Physicists have found the law of nature which prevents time travel paradoxes, and thereby permits time travel. It turns out to be the same law that makes sure light travels in straight lines, and which underpins the most straightforward version of quantum theory, developed half a century ago by Richard Feynman.
Relativists have been trying to come to terms with time travel for the past seven years, since Kip Thorne and his colleagues at Caltech discovered -- much to their surprise -- that there is nothing in the laws of physics (specifically, the general theory of relativity) to forbid it. Among several different ways in which the laws allow a time machine to exist, the one that has been most intensively studied mathematically is the "wormhole". This is like a tunnel through space and time, connecting different regions of the Universe -- different spaces and different times. The two "mouths" of the wormhole could be next to each other in space, but separated in time, so that it could literally be used as a time tunnel.
Building such a device would be very difficult -- it would involve manipulating black holes, each with many times the mass of our Sun. But they could conceivably occur naturally, either on this scale or on a microscopic scale.
The worry for physicists is that this raises the possibility of paradoxes, familiar to science fiction fans. For example, a time traveller could go back in time and accidentally (or even deliberately) cause the death of her granny, so that neither the time traveller's mother nor herself was ever born. People are hard to describe mathematically, but the equivalent paradox in the relativists' calculations involves a billiard ball that goes in to one mouth of a wormhole, emerges in the past from the other mouth, and collides with its other self on the way in to the first mouth, so that it is knocked out of the way and never enters the time tunnel at all. But, of course, there are many possible "self consistent" journeys through the tunnel, in which the two versions of the billiard ball never disturb one another.

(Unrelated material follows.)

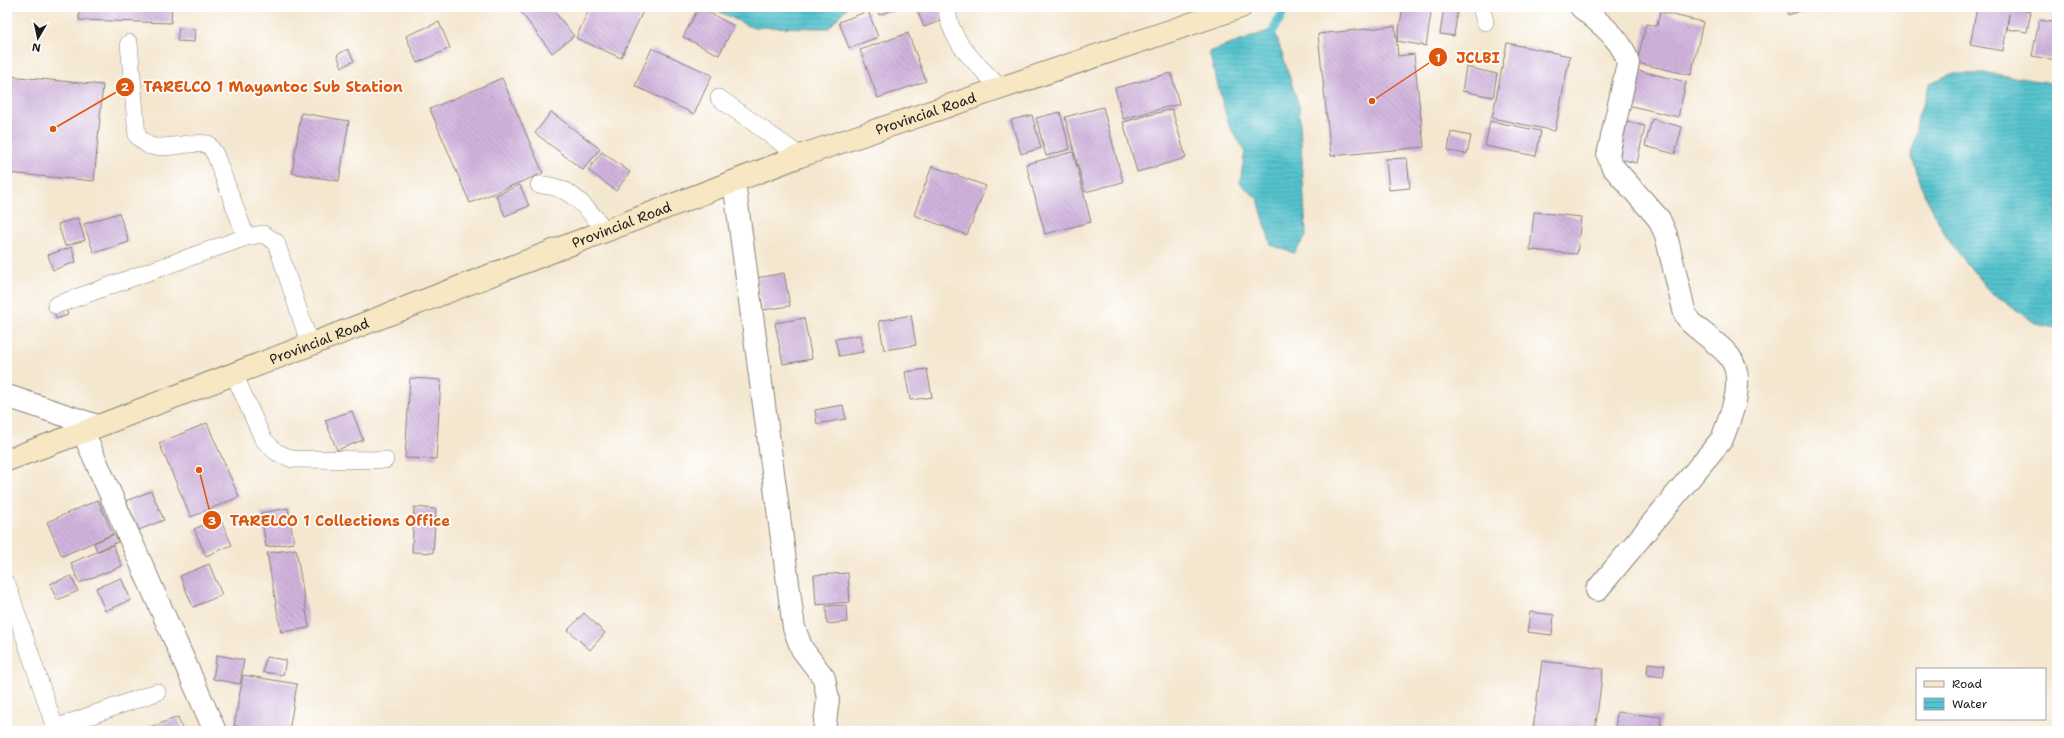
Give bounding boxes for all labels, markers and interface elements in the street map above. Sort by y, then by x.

If time travel really is possible -- and after seven years' intensive study all the evidence says that it is -- there must, it seems, be a law of nature to prevent such paradoxes arising, while permitting the self- consistent journeys through time. Igor Novikov, who holds joint posts at the P. N. Lebedev Institute, in Moscow, and at NORDITA (the Nordic Institute for Theoretical Physics), in Copenhagen, first pointed out the need for a "Principle of Self-consistency" of this kind in 1989 (Soviet Physics JETP, vol 68 p 439). Now, working with a large group of colleagues in Denmark, Canada, Russia and Switzerland, he has found the physical basis for this principle.
It involves something known as the Principle of least action (or Principle of minimal action), and has been known, in one form or another, since the early seventeenth century. It describes the trajectories of things, such as the path of a light ray from A to B, or the flight of a ball tossed through an upper story window. And, it now seems, the trajectory of a billiard ball through a time tunnel. Action, in this sense, is a measure both of the energy involved in traversing the path and the time taken. For light (which is always a special case), this boils down to time alone, so that the principle of least action becomes the principle of least time, which is why light travels in straight lines.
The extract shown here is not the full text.